Since you want a sleeper sofa, go with a Temperpedic. The better the mattress, the longer that it will stand up to being folded and also will not kill someone's back if they do happen to sleep on it.

On the flip side, if friends know that you have a sleeper and are always over there, but never leave at the end of the night. You may also find that it is a bad choice.

American Leather is going to be your best choice on a better sleeper. Check Wayfair and Overstock, along with Amazon for deals on the sleeper. This is your place, but also you are talking about not wanting to take out a huge debt to furnish it. Use what you have already and upgrade over time. http://www.americanleather.com/comfort-sleeper/features-and-benefits.aspx


----------



## gregzoll (Dec 25, 2006)

As for the Acoustic and Digital pianos. You will not have room for both. Also there is no way to get humidity levels down to 35-45% in any apartment. Even in a home it is very hard.

The whole reason for the lower humidity for acoustic pianos, is that some still believe that it will ruin the board and cause the strings to stretch if the levels go higher. Majority of piano tuners will tell you that those pianos that they tune that are out on stages or in places that do not always stay conditioned. Very little with the new materials the strings and moving parts are made of, show signs from the higher humidity above 50%.

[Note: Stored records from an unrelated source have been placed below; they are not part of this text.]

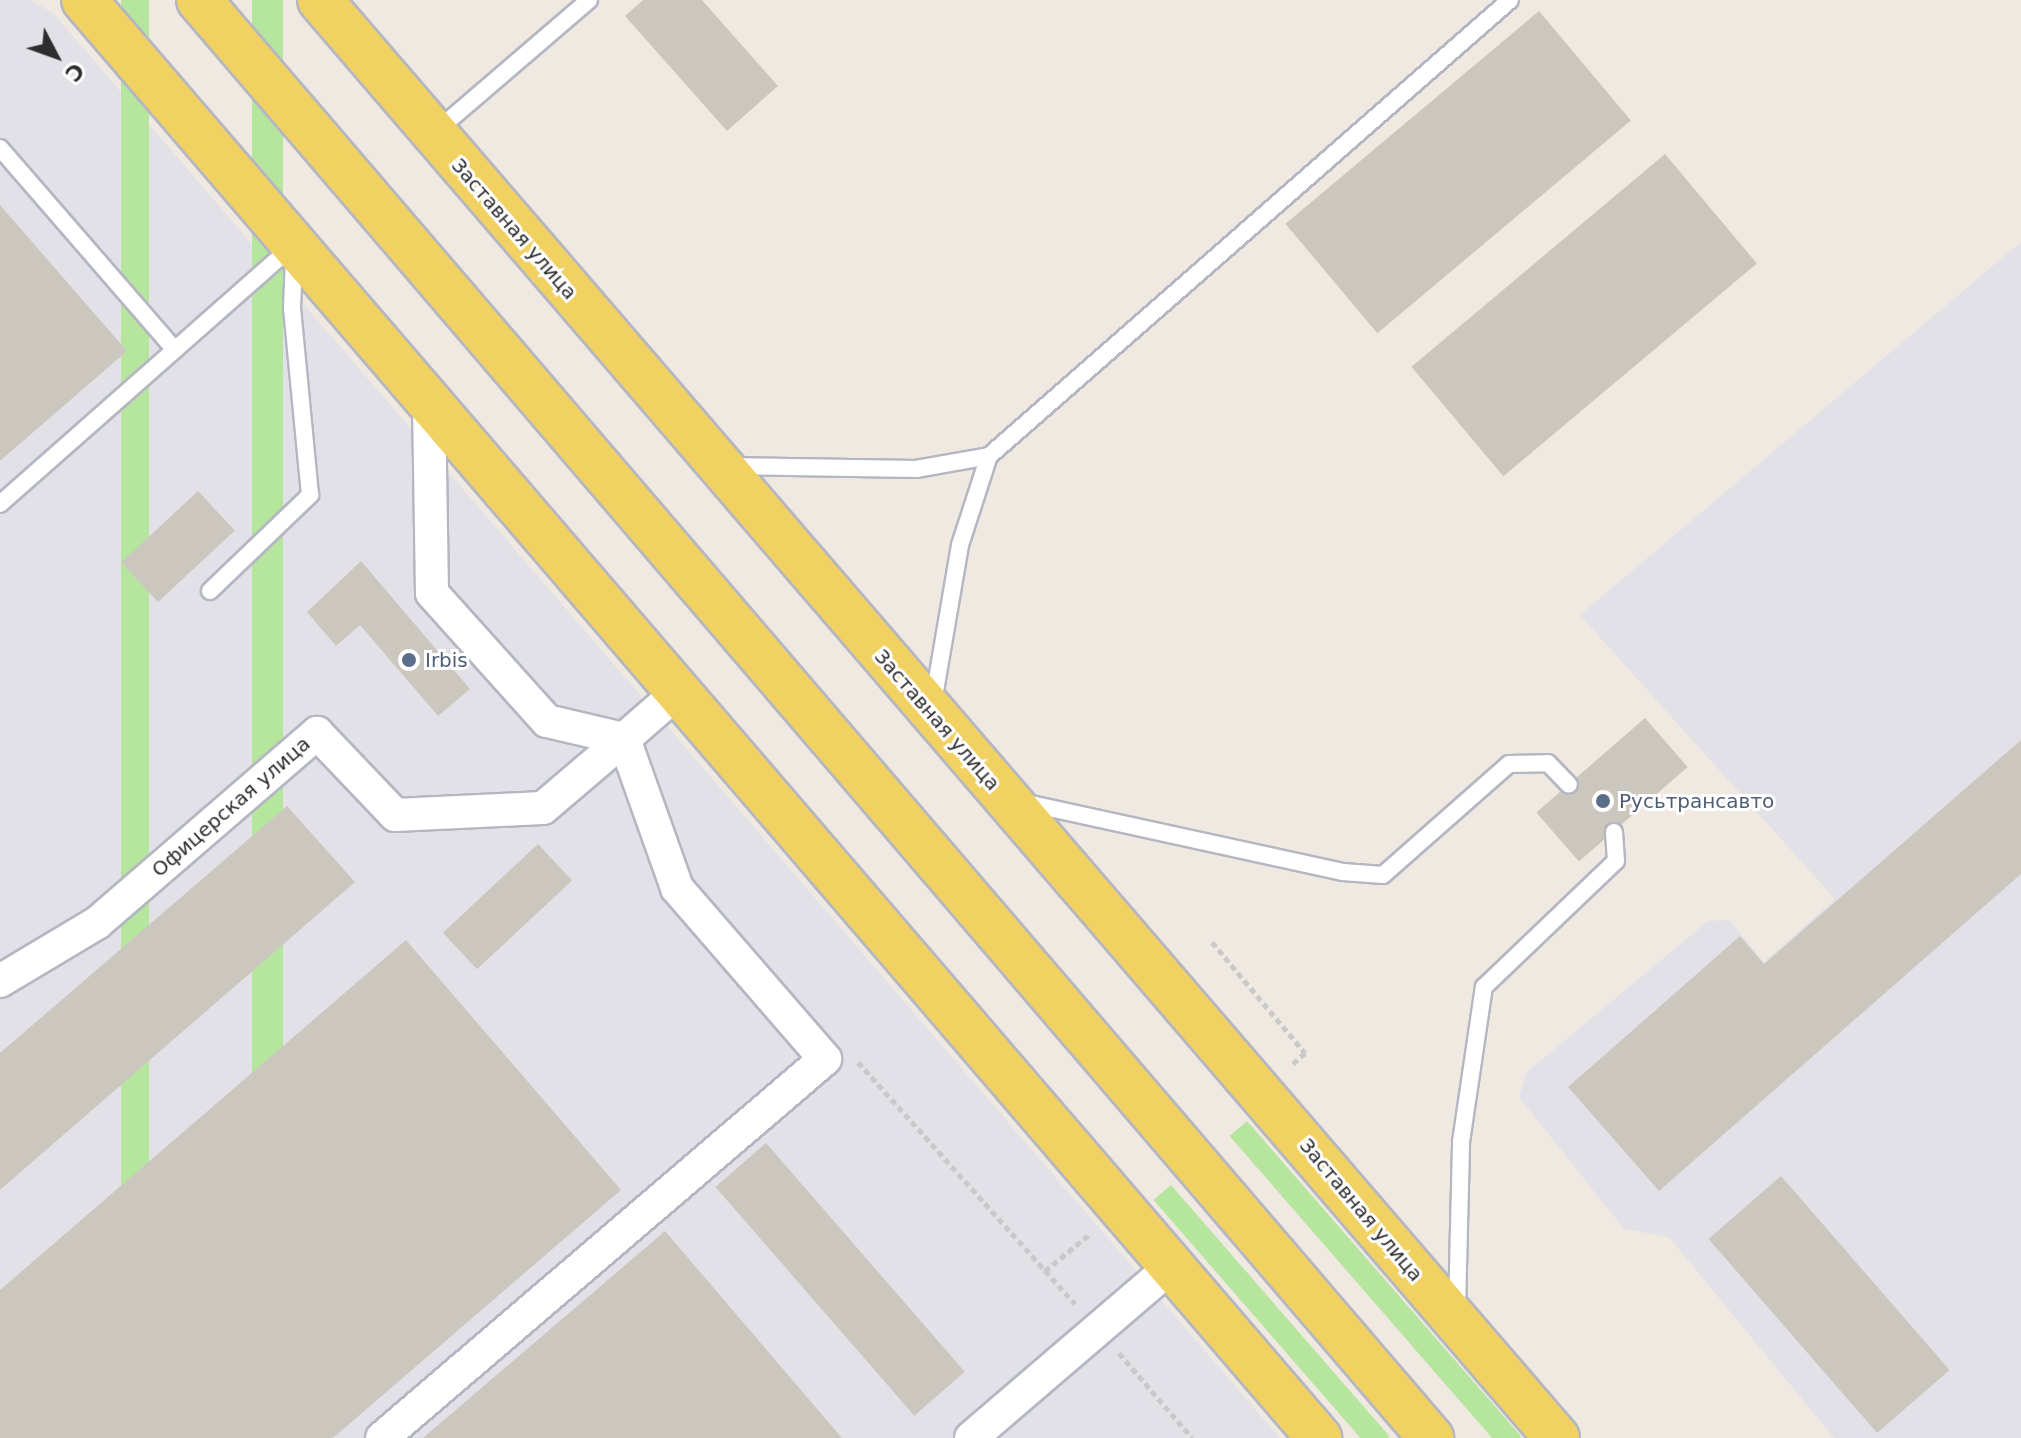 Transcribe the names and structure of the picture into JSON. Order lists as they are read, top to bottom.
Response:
{
  "streets": {
    "main road": ["Заставная улица"],
    "street": ["Офицерская улица"]
  },
  "places": ["Irbis", "Русьтрансавто"],
  "north": "bottom right"
}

The reason that you do not want pianos in front of windows, is that it causes a hazard if you have to use the window as an escape route. Also it causes sound distortion while playing it.

Stick with the digital, sell the acoustic. Once again, you are trying to cram enough furniture for a place that is twice the size as your apartment, but will never have room to move around.


----------



## MariaD73 (Apr 2, 2016)

I think the dining room table might be too big in either orientation, but there are options. Might be too much, but this is just a thought.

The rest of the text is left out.